Search this keyword

TreeBASE II RDF

One of the potentially powerful features of TreeBASE II is availability of a RDF version of a study. This means that, in principle, one could take the RDF for a TreeBASE study, combine it with RDF from other sources, and generate a richer view of a particular study. For example, if a TreeBASE study has a DOI, then we could link it to bibliographic details for the study, and through them to other information, such as GenBank sequences, specimens, etc. (see my little linked data browser for an example of some of this linking). If we added a phylogeny viewer, then we'd have a great tool for browsing the basic components of a phylogenetic study.

Unfortunately, we're not there yet. I've been trying to make sense of TreeBASE II RDF, and frankly, it's a mess. Here are some of the problems:

TreeBASE URIs aren't linked data compliant
The canonical URI for a study (e.g., http://purl.org/phylo/treebase/phylows/study/TB2:S10423) doesn't conform to the linked data approach. In fact, the URI crashes the linked data validator, so I tried another test.


curl --include
--header "Accept: application/rdf+xml"
http://purl.org/phylo/treebase/phylows/study/TB2:S10423

To be a valid linked data resource this request should return a 303 HTTP status code.
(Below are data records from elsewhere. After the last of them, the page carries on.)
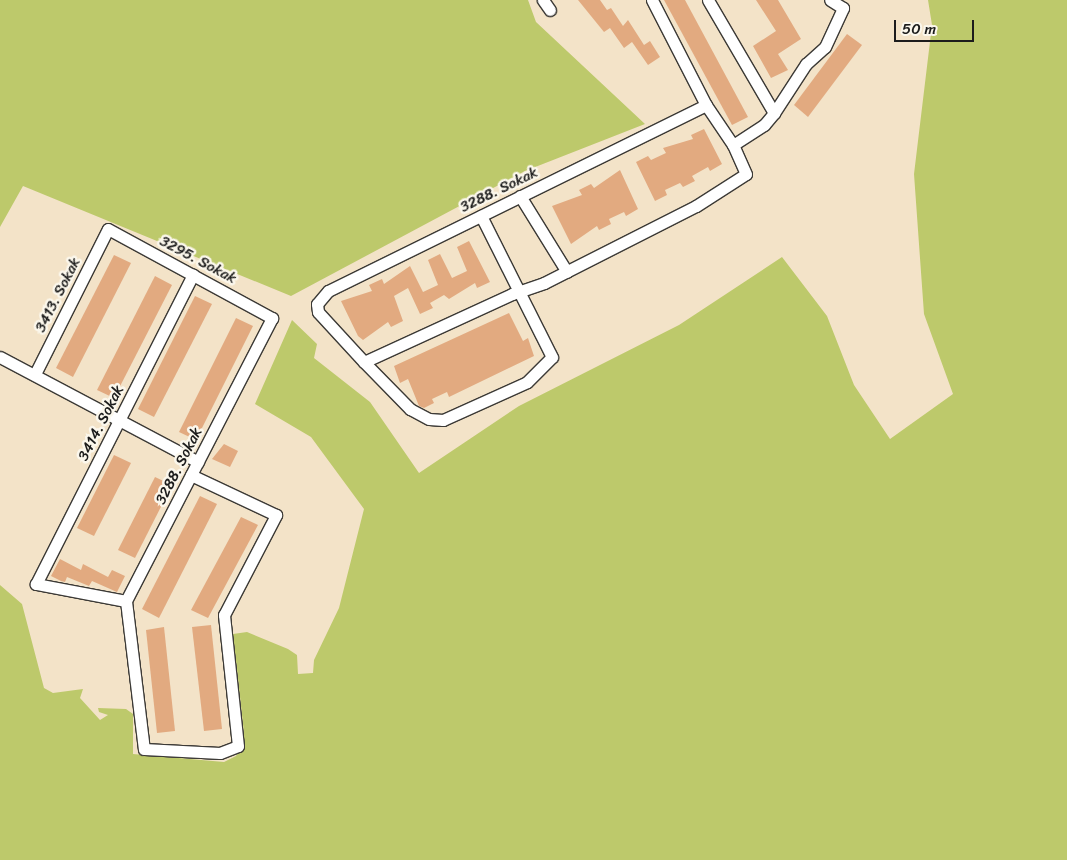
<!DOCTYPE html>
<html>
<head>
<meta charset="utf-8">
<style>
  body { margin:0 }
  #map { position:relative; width:1067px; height:860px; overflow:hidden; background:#f3e3c8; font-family:Sriracha,sans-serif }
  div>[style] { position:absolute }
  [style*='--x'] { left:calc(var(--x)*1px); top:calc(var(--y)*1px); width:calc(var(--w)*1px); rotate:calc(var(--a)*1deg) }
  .green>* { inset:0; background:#bdc96b }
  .building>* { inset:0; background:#e2aa80 }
  .roads { filter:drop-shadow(1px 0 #3c3a36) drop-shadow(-1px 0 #3c3a36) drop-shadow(0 1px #3c3a36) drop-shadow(0 -1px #3c3a36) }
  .minor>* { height:11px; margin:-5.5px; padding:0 5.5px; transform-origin:5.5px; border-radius:5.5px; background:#fff }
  span { translate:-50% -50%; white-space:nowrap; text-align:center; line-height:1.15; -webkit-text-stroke:5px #fbf7ec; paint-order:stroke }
  .street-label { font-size:15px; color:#1c1c1c }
  .scale { position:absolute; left:894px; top:20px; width:80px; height:22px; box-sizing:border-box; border:2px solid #1c1c1c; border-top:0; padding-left:6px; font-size:15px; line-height:18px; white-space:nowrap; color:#1c1c1c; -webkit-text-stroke:4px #fbf7ec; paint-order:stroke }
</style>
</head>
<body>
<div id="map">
  <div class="green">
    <div style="clip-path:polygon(0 0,528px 0,536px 22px,645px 124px,525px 171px,291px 296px,23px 186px,0 227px)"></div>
    <div style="clip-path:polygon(928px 0,1067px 0,1067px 860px,0 860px,0 585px,22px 604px,44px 688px,53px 693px,83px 689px,80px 698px,100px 720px,108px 715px,99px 712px,98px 708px,126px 709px,133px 714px,133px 754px,224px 762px,236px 756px,244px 745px,244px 733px,233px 634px,247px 632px,288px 649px,297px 655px,298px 674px,313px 673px,314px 660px,339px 608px,364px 509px,311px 437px,255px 404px,292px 320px,317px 344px,314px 358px,370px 402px,419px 473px,519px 406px,679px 325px,782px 257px,827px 316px,854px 385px,890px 439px,953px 394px,924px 314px,914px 174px,932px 25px)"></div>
  </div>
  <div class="building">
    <div style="clip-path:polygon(578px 0,600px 0,607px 10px,611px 8px,623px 26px,628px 20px,644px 45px,650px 41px,660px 57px,648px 65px,632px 42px,624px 48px,610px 28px,604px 32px)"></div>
    <div style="clip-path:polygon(664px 0,685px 0,748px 117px,732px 125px)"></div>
    <div style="clip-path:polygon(756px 0,778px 0,801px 39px,778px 54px,788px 70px,771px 78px,753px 46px,776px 31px)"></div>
    <div style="clip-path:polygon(847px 34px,862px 45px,808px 117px,794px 105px)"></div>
    <div style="clip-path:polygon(704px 129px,722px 164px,710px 171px,708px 167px,692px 176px,695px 181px,683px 187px,680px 183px,665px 190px,667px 195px,655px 201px,636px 162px,648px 156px,651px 160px,666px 153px,663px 148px,693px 139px,691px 135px)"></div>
    <div style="clip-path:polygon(620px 170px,638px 209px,626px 216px,624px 212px,609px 219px,611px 224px,599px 230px,597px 226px,571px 244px,552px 206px,582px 195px,579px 190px,591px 184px,594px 188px)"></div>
    <div style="clip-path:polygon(469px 241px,490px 282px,477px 288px,475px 283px,449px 299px,444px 295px,430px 303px,433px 308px,420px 314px,408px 288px,394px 296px,403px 321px,391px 327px,388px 322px,363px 340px,358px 336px,341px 301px,372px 291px,369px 285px,382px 279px,384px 284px,410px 266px,423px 292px,438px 285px,428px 260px,440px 254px,452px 278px,467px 271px,457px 247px)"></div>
    <div style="clip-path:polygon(114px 255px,131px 263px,73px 377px,56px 368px)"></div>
    <div style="clip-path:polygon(155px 276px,172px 285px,114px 398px,97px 390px)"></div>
    <div style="clip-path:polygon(195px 296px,212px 304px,154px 417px,138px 409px)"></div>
    <div style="clip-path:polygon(509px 313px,523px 341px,528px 338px,534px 356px,449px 397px,447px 392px,432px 399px,434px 403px,424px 408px,419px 406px,408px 379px,400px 383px,394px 366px)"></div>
    <div style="clip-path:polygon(236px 318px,253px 326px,196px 440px,179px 432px)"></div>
    <div style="clip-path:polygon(224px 444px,238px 451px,230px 467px,212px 459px)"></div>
    <div style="clip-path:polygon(114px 455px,131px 463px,94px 536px,77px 528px)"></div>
    <div style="clip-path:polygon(155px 477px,172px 485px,135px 558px,118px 550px)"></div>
    <div style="clip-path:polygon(200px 496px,217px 504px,159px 618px,142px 609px)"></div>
    <div style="clip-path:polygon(241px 517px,258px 525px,208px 618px,191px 610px)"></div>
    <div style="clip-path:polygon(60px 559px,81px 570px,83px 564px,108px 577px,112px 570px,125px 576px,117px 592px,92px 581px,89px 586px,67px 577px,65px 582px,61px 581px,51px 576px)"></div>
    <div style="clip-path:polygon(211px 625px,222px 729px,204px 731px,192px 627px)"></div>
    <div style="clip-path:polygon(164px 627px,175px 731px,157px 733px,146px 630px)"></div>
  </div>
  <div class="roads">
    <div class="minor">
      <div style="--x:543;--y:0;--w:12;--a:55"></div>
      <div style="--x:652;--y:0;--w:118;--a:62.8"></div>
      <div style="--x:706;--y:105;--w:48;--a:56"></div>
      <div style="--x:708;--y:0;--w:131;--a:59.7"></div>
      <div style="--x:774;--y:113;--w:59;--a:-56.9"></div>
      <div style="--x:806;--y:64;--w:25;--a:-42"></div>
      <div style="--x:825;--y:47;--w:43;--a:-65.2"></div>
      <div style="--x:843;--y:8;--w:15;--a:-148"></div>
      <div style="--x:706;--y:105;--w:421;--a:153.8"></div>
      <div style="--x:328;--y:291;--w:17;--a:130"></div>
      <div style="--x:317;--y:304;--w:8;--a:83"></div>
      <div style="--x:318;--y:312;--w:68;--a:47.4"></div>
      <div style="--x:364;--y:362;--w:163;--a:-24.7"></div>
      <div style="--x:512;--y:294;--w:34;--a:-19"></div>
      <div style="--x:544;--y:283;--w:170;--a:-26.9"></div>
      <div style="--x:696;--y:206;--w:59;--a:-32.6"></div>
      <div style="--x:746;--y:174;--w:32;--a:-114"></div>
      <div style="--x:733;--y:145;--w:37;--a:-33"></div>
      <div style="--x:764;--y:125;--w:16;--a:-50"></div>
      <div style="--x:520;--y:196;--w:89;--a:58.3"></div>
      <div style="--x:0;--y:357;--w:224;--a:27.9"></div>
      <div style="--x:364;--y:362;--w:66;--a:45.6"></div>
      <div style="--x:410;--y:409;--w:21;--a:28"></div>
      <div style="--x:429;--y:419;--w:14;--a:4"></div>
      <div style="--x:443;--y:420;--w:92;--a:-24.3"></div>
      <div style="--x:527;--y:382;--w:35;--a:-45"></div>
      <div style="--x:552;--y:357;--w:158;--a:-116.7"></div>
      <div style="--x:35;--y:374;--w:162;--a:-63.3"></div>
      <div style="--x:108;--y:229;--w:187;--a:28.5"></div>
      <div style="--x:272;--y:318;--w:318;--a:117.3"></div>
      <div style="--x:126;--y:601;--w:149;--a:83.1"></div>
      <div style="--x:144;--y:749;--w:76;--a:3"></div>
      <div style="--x:220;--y:753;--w:19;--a:-21"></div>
      <div style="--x:238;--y:746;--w:132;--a:-96.1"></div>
      <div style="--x:224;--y:615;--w:113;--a:-62.5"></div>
      <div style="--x:276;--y:515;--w:94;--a:-154.8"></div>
      <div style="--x:126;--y:601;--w:92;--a:-169.3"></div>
      <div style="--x:36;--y:584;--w:347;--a:-63.1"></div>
    </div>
  </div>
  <div class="street-label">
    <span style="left:499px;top:190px;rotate:-26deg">3288. Sokak</span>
    <span style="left:198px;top:260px;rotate:28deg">3295. Sokak</span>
    <span style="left:58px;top:295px;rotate:-63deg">3413. Sokak</span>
    <span style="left:101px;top:423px;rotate:-63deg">3414. Sokak</span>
    <span style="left:179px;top:466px;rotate:-63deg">3288. Sokak</span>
  </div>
  <div class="scale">50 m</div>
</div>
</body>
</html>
Instead we get a 302 and some HTML. Linked data clients won't be able to extract information from this URI.

SKOS matching
There are some odd things going on in the RDF. It contains statements of the form:

<rdf:Description rdf:ID="otu1789319">
<skos:closeMatch rdf:resource="http://purl.uniprot.org/taxonomy/76066.rdf">
</rdf:Description>

(I've tidied this up a little from the original, rather verbose RDF). This asserts that the TreeBASE OTU otu1789319 corresponds to the NCBI taxon with the taxonomy id 76066 (represented by the Uniprot URI). Except, it doesn't really. As far as I understand it, SKOS is about matching concepts, not documents. The URI http://purl.uniprot.org/taxonomy/76066.rdf is a document URI (specifically, a RDF document), the URI http://purl.uniprot.org/taxonomy/76066 is the taxon. The match should really be to http://purl.uniprot.org/taxonomy/76066. Then I've come across statements that match TreeBASE OTUs to http://purl.uniprot.org/taxonomy/0.rdf. This URI doesn't exist (we get a 404). This seems an odd way to say that we don't have a match -- if we don't have a match, don't include it in the RDF.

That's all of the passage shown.